Entries shown:
<<<<

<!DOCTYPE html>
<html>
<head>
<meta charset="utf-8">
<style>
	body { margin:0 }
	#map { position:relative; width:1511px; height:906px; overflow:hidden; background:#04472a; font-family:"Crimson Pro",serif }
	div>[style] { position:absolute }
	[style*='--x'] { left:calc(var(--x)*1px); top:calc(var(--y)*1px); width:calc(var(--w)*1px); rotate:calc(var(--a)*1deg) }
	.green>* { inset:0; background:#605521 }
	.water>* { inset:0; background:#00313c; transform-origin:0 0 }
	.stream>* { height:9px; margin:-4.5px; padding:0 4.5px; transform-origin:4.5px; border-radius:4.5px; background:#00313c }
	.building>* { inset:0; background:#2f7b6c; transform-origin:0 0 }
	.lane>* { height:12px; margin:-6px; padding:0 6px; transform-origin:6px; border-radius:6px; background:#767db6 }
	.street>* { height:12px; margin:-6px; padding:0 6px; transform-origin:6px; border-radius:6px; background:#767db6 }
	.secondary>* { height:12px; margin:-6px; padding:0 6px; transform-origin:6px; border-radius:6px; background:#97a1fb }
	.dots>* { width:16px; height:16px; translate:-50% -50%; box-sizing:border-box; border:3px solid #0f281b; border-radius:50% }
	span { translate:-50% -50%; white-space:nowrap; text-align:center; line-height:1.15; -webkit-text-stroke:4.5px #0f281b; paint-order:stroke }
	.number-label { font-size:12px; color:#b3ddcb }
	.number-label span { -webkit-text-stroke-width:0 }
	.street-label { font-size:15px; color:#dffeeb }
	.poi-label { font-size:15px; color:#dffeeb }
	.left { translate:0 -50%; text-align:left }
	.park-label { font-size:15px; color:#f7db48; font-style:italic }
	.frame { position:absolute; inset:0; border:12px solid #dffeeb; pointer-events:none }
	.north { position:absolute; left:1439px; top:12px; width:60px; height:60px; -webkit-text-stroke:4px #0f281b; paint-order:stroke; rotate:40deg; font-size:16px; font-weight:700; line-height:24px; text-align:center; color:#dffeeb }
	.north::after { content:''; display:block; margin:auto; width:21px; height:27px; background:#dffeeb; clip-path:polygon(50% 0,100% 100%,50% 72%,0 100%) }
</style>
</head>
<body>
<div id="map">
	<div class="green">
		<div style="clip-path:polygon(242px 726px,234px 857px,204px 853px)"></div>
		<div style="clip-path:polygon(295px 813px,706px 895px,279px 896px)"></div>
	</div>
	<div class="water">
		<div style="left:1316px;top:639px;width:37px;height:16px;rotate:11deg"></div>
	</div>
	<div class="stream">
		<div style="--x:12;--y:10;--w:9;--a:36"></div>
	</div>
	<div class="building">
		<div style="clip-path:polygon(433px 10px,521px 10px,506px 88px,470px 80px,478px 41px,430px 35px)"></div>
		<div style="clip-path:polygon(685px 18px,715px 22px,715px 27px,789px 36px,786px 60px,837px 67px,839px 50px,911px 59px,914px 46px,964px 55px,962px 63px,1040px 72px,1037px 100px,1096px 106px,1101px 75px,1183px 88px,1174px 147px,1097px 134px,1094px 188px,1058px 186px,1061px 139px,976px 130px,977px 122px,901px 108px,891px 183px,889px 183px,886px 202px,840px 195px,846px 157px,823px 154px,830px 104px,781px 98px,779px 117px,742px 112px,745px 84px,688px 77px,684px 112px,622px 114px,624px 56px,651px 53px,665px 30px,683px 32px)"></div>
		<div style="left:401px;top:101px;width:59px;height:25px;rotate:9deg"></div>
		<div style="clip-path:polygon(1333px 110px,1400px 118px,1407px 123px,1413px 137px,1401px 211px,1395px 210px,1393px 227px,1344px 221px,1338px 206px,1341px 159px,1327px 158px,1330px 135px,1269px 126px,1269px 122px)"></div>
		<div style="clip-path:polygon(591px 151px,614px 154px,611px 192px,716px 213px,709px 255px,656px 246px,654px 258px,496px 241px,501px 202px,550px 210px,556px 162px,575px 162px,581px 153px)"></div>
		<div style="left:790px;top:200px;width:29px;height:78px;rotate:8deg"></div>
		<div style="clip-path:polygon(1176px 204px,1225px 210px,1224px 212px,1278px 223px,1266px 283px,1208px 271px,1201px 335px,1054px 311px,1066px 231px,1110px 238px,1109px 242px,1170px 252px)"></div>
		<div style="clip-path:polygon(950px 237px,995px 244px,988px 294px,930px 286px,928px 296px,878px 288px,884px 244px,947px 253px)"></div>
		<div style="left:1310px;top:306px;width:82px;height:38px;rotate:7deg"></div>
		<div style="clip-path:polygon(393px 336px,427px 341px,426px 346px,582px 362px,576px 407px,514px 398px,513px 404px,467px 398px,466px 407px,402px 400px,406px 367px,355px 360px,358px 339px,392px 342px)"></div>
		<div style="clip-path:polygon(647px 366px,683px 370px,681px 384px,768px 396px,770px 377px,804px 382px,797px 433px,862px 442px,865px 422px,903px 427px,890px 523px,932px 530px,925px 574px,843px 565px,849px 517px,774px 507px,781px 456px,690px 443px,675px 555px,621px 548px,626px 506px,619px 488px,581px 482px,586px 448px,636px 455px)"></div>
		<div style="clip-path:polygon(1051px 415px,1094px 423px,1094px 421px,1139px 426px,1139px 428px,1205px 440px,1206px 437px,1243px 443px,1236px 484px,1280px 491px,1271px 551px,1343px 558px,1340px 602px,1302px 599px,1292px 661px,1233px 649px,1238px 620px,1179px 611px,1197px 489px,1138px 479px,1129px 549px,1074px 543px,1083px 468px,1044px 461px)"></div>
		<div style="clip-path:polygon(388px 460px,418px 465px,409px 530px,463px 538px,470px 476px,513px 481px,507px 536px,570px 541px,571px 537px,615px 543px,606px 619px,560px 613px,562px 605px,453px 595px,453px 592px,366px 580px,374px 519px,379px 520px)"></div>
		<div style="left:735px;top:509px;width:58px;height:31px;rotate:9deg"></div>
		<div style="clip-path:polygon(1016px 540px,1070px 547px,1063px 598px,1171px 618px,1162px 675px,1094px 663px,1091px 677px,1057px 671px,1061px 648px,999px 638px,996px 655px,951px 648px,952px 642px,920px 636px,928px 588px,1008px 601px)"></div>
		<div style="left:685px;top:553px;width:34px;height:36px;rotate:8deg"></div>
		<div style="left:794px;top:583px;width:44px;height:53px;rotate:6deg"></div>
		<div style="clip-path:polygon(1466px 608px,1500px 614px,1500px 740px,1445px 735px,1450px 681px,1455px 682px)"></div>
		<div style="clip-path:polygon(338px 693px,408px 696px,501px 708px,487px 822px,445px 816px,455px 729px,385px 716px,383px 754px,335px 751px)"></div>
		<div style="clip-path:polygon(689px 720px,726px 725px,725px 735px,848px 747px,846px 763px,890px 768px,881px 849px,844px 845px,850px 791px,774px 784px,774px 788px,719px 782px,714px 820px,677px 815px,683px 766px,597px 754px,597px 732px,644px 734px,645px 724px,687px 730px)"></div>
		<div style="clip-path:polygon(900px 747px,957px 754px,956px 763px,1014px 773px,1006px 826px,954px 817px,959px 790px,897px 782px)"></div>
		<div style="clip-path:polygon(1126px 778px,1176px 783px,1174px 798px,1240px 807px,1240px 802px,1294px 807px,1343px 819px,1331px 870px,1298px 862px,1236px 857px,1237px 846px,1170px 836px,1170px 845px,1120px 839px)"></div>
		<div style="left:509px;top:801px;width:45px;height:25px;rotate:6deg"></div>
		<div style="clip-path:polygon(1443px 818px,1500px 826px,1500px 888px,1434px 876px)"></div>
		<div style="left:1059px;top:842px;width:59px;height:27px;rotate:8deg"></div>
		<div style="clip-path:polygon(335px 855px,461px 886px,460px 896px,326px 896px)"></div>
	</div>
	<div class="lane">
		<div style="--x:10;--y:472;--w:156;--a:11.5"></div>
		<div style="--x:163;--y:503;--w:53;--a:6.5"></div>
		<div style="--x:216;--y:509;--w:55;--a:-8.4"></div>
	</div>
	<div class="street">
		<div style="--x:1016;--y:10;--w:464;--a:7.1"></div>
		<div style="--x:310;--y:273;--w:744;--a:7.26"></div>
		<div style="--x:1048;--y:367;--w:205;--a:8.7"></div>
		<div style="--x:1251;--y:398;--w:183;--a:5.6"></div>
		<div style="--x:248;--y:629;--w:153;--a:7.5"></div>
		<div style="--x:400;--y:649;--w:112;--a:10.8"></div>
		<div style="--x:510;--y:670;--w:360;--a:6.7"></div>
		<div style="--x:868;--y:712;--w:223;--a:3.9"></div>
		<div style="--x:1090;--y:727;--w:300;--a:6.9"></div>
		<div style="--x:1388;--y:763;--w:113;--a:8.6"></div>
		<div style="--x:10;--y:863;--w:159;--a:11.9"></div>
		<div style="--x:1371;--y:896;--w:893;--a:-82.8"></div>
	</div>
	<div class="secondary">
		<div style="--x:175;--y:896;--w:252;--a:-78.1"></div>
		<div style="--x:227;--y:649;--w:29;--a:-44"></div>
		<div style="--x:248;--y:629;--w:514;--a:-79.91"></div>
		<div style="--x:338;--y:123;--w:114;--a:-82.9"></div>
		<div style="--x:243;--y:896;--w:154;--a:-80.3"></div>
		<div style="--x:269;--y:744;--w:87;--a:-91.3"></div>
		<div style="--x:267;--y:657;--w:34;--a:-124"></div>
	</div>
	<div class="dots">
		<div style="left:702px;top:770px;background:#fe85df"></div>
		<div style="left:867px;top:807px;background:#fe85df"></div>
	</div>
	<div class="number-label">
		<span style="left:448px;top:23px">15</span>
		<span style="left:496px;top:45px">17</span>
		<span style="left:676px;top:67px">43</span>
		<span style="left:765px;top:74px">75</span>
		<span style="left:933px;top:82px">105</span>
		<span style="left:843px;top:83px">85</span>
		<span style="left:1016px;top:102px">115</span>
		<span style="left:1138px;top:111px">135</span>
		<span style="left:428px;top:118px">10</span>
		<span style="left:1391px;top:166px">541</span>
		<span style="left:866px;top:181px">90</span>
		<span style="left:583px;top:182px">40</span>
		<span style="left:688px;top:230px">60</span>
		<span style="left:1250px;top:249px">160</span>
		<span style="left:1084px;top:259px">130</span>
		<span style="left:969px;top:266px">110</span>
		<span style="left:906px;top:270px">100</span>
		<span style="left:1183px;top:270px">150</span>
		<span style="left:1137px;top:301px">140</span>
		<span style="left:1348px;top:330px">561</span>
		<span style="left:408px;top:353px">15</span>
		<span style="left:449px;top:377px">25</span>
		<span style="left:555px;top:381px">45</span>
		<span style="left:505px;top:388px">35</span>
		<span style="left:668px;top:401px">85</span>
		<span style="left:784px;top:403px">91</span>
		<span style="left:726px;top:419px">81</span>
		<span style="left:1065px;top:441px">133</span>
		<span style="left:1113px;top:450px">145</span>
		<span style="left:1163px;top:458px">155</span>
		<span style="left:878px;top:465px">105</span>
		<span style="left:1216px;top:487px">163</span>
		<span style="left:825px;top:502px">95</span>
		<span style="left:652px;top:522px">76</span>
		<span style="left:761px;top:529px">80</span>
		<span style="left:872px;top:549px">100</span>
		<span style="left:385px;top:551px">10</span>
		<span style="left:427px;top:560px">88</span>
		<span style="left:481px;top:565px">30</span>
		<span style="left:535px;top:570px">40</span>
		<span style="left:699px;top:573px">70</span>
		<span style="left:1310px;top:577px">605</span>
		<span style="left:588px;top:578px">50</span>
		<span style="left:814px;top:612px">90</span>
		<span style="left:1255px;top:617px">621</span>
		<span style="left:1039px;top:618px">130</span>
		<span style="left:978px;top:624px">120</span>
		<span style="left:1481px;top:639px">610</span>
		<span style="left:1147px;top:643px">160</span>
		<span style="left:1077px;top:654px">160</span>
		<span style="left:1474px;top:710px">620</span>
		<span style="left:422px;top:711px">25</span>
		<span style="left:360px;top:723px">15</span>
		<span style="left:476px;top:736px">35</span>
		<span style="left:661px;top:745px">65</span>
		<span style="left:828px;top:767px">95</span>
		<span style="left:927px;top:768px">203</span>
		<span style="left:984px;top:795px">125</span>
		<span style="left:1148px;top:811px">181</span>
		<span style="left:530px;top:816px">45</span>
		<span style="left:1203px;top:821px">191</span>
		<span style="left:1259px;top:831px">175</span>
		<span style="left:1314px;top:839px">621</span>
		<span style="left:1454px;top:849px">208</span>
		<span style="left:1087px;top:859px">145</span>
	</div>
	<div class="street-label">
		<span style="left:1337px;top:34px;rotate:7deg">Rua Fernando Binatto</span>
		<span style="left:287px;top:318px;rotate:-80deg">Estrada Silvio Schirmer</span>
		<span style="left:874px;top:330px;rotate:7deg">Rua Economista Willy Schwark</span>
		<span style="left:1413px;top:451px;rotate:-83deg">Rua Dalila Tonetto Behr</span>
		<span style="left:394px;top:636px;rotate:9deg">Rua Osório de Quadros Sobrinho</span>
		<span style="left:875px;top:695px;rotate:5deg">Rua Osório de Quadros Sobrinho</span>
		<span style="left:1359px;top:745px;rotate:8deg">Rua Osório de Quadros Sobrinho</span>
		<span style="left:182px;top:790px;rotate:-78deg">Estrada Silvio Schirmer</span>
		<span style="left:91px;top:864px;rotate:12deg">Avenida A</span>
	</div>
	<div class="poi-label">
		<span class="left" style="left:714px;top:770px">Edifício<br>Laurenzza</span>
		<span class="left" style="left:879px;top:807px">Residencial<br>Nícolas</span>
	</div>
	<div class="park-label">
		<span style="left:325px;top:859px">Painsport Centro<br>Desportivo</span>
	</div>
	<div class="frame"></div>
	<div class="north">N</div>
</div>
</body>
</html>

>>>>

How to complete this task:
If a line in the material holds "water", copy it.

Result of this exercise:
	.water>* { inset:0; background:#00313c; transform-origin:0 0 }
	<div class="water">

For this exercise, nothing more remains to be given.